What do the lines from the top of the data through the line with "object. Keep lists in top-to-bottom order." say? Quote them exactly and include both ends.

Start of Recorded information

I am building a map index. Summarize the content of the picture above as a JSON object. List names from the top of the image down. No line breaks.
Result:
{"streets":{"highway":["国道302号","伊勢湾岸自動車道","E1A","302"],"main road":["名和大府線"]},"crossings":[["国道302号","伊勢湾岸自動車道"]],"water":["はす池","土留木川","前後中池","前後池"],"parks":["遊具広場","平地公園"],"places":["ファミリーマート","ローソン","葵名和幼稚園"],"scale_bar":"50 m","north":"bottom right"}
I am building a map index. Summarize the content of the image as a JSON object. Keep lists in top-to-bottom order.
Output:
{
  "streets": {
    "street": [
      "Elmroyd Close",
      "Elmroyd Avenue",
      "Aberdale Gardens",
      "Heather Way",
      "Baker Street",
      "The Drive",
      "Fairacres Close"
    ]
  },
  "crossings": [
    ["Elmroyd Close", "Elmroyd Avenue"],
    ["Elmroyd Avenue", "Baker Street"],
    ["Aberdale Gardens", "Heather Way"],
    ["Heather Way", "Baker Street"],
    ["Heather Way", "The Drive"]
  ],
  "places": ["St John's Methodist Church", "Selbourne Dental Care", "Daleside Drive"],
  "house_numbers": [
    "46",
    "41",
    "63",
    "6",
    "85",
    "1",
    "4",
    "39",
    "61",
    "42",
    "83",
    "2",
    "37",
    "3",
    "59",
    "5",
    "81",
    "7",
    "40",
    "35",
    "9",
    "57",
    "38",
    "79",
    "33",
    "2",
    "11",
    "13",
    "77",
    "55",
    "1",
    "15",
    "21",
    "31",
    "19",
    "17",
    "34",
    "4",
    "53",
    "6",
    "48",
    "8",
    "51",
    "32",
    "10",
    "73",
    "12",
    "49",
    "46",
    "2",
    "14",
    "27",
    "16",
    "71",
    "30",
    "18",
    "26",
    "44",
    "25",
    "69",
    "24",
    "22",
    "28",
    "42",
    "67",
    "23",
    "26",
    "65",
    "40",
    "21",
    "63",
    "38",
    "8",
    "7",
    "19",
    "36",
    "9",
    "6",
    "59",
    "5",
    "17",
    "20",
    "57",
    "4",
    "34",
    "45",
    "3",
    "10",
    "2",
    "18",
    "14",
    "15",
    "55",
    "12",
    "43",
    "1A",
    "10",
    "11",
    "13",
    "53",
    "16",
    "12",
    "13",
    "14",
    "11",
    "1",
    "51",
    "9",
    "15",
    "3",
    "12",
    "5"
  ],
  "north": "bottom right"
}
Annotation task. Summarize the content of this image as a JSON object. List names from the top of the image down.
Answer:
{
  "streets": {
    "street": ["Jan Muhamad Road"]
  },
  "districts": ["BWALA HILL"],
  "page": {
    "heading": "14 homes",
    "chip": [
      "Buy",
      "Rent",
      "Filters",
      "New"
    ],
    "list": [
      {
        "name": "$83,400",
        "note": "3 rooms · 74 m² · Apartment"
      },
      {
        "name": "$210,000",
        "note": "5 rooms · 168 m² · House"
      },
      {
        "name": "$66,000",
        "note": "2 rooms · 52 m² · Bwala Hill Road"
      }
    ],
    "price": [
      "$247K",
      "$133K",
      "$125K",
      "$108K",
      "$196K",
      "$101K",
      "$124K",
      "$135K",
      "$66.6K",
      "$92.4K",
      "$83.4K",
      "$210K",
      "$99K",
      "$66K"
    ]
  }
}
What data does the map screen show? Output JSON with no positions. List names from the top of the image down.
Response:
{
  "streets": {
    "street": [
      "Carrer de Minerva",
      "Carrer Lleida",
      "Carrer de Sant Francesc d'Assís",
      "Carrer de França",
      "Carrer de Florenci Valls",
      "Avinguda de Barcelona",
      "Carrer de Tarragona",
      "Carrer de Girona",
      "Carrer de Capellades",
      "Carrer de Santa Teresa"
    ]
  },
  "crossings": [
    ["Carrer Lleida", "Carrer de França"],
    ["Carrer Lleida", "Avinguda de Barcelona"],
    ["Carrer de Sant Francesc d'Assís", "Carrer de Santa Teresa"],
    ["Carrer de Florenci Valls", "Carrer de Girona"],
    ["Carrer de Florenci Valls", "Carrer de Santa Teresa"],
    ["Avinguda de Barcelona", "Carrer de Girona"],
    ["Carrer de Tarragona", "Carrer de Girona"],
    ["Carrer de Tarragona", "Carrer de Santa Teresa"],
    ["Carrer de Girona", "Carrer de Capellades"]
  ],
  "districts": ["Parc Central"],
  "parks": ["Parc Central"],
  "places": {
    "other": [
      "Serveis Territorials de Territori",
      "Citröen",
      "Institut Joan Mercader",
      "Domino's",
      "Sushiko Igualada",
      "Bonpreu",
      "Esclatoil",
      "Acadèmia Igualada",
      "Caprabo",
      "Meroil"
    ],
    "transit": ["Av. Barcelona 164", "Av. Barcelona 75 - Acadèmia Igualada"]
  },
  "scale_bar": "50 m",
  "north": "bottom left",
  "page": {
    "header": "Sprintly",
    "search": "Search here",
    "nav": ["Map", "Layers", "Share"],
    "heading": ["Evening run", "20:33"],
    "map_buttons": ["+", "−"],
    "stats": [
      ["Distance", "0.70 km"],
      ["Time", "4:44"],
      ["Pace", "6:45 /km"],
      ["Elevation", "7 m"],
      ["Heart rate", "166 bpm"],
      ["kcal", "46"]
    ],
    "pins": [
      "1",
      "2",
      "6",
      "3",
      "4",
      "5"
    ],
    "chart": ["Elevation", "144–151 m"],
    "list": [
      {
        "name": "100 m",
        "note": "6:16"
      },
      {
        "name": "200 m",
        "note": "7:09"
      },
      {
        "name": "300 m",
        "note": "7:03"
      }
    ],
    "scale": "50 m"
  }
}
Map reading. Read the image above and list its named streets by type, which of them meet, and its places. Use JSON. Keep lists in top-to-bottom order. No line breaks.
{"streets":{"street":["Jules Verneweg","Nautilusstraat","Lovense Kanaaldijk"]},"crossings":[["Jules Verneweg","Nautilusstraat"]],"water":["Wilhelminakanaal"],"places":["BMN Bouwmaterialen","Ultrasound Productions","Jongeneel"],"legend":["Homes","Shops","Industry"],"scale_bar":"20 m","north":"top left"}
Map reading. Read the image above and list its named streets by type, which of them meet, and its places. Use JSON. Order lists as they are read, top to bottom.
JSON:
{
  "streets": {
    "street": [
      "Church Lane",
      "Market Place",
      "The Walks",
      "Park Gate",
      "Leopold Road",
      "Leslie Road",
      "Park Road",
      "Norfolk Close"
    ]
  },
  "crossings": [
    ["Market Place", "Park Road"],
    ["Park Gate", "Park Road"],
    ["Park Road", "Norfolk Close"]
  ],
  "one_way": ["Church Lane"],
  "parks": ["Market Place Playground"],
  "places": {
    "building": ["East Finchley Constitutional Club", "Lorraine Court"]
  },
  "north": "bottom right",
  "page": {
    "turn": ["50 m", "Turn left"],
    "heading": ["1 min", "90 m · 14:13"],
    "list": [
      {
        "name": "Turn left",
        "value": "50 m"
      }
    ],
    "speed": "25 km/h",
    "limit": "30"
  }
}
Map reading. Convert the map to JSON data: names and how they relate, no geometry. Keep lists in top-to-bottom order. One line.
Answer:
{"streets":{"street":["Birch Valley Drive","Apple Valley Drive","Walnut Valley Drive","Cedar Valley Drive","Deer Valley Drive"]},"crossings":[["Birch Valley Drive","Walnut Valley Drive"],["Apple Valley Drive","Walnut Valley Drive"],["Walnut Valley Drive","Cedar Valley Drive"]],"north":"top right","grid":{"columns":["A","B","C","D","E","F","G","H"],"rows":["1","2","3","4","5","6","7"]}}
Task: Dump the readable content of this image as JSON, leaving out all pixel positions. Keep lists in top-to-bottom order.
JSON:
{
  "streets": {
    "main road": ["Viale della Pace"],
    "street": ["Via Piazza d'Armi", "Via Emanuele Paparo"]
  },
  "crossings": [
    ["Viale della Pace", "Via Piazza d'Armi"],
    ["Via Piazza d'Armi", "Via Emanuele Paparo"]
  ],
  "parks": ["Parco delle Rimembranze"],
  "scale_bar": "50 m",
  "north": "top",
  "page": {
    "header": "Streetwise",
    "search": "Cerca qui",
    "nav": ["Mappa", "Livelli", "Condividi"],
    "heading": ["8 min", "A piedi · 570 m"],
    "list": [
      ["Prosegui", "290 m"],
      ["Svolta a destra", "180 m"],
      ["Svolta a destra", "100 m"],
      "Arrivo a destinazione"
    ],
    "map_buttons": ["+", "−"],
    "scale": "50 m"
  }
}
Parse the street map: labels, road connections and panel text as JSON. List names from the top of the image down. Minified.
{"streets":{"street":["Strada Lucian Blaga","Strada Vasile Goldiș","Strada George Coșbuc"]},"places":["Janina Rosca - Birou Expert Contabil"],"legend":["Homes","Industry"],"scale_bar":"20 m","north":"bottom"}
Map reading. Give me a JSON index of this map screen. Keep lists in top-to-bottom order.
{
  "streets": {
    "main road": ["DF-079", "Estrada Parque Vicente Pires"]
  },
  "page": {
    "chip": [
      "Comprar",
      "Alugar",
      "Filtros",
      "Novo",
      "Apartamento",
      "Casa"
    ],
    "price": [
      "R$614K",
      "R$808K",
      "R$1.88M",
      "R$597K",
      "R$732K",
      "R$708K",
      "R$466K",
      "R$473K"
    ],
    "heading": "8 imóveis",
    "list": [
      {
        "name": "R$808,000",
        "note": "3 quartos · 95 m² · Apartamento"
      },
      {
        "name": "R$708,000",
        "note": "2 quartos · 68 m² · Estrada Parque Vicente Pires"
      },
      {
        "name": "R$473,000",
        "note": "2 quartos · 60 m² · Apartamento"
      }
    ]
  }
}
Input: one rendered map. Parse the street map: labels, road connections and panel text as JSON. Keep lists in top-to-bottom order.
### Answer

End of Recorded information

**Solution for this exercise:**
I am building a map index. Summarize the content of the picture above as a JSON object. List names from the top of the image down. No line breaks.
Result:
{"streets":{"highway":["国道302号","伊勢湾岸自動車道","E1A","302"],"main road":["名和大府線"]},"crossings":[["国道302号","伊勢湾岸自動車道"]],"water":["はす池","土留木川","前後中池","前後池"],"parks":["遊具広場","平地公園"],"places":["ファミリーマート","ローソン","葵名和幼稚園"],"scale_bar":"50 m","north":"bottom right"}
I am building a map index. Summarize the content of the image as a JSON object. Keep lists in top-to-bottom order.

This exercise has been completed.